Having gone through one of the best collegiate programmes in US volleyball, the BYU Cougars, the 203-cm-tall athlete started playing professionally in Europe in 2017. In 2018, he earned two bronze medals with the national team – at the VNL and at the World Championship.
“Our goal has been to be on the podium every single time, at every tournament. We switched our goal and now our goal is to win gold at every single tournament. We are training harder and we are working harder in the gym, because we know it’s going to take more than what we’ve been doing,” Patch pointed out.
With so much variation in the squad from one week to the next, does coach John Speraw run the risk of not achieving enough cohesiveness within a core of main players ahead of hosting the Final Six in Chicago? Ben Patch doesn’t think so.
“Our starting players are back at home right now, training and getting really good. And then you have us, a couple of guys who rotate in the starting line-up, who are here still competing. So heading into the Final Six both groups are ready to go, and I think it’s a really smart decision,” he commented. “The cool thing is we really like each other and our energy is really good together, so regardless of starters or non-starters, we all work together really well and we trust each other when the time comes to be on the court, so that we will perform at our best. In the long run this is really good for us as I think it builds a lot of trust. Every week we’re trying to work in new guys. That can hedge for a little bit of a challenge, but it is good to give them game-time experience in battle, because the only way you can really grow is in a game.”
Patch is really looking forward to the July 10-14 finals, which the United States will host in Chicago.
“Being in your home country always adds really fun energy. You see now here, in Plovdiv, the Bulgarian players play even better than they normally do. When you’re playing for your country and for your national pride, and the people off the court are giving that energy to the team, it only helps,” said Patch. “In downtown Chicago we will have a lot of spectators. I think almost all games are sold out, which is really amazing. We will be in the big city and that obviously adds different energy from what we had in Hoffman Estates last week. It’ll be good.”

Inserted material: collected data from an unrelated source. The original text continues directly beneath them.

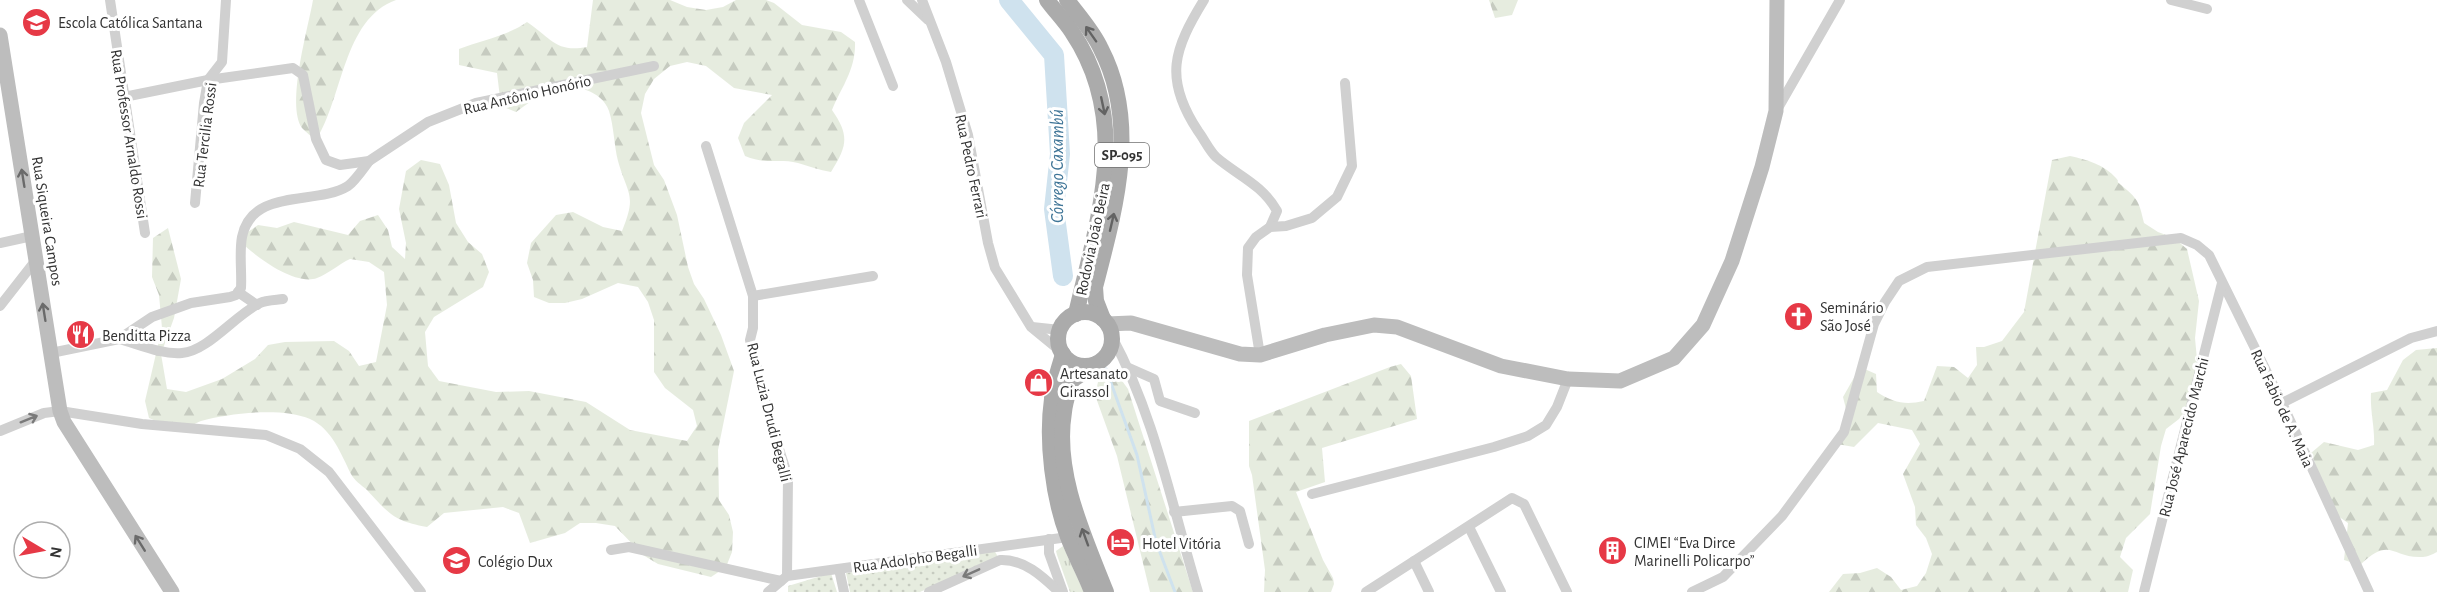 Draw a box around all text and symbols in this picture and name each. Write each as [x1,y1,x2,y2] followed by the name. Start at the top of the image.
[21,6,53,38] school or university icon: Escola Católica Santana
[58,15,203,31] place label: Escola Católica Santana
[1085,26,1097,42] one-way arrow
[108,48,150,220] street label: Rua Professor Arnaldo Rossi
[462,72,593,117] street label: Rua Antônio Honório
[191,82,219,189] street label: Rua Tercilia Rossi
[1097,96,1109,115] one-way arrow
[1049,109,1067,223] water label: Córrego Caxambú
[952,113,990,220] street label: Rua Pedro Ferrari
[1095,143,1149,167] road number: SP-095
[29,155,65,287] street label: Rua Siqueira Campos
[17,168,28,188] one-way arrow
[1073,181,1113,297] street label: Rodovia João Beira
[1106,213,1118,232] one-way arrow
[1783,300,1815,332] church icon: Seminário São José
[1820,300,1884,334] place label: Seminário São José
[38,303,49,323] one-way arrow
[65,319,97,351] restaurant icon: Benditta Pizza
[102,328,191,344] place label: Benditta Pizza
[744,341,794,484] street label: Rua Luzia Drudi Begalli
[2248,347,2316,470] street label: Rua Fabio de A. Maia
[2156,356,2212,519] street label: Rua José Aparecido Marchi
[1023,366,1055,398] shop icon: Artesanato Girassol
[1060,366,1128,400] place label: Artesanato Girassol
[20,413,38,424] one-way arrow
[12,520,72,580] north arrow
[1105,527,1137,559] hotel icon: Hotel Vitória
[1079,528,1090,547] one-way arrow
[134,534,147,551] one-way arrow
[1597,535,1629,567] building icon: CIMEI “Eva Dirce Marinelli Policarpo”
[1634,535,1755,569] place label: CIMEI “Eva Dirce Marinelli Policarpo”
[1142,536,1221,552] place label: Hotel Vitória
[852,542,978,576] street label: Rua Adolpho Begalli
[441,545,473,577] school or university icon: Colégio Dux
[47,546,65,559] text: N
[478,554,553,570] place label: Colégio Dux
[963,567,981,579] one-way arrow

Ben Patch takes a selfie with the fans in Hoffman Estates
“Ooh, that’s tough!” was Ben Patch’s first reaction to the request to name his dream teammates. “Sergey Grankin from Russia is the setter. I love him! As middle blockers I would probably choose Lucas Saatkamp from Brazil – he’s a really good blocker – and Taylor Averill, cause I love him and he is fast. Outside hitters – Taylor Sander, who is all-around amazing – good passer, good spiker, good ball control, good serving... - and Wilfredo Leon. I think it makes sense why Leon. Libero – Eric Shoji, because he is so fun to play with, adds good energy and he’s the best passing libero in the world.”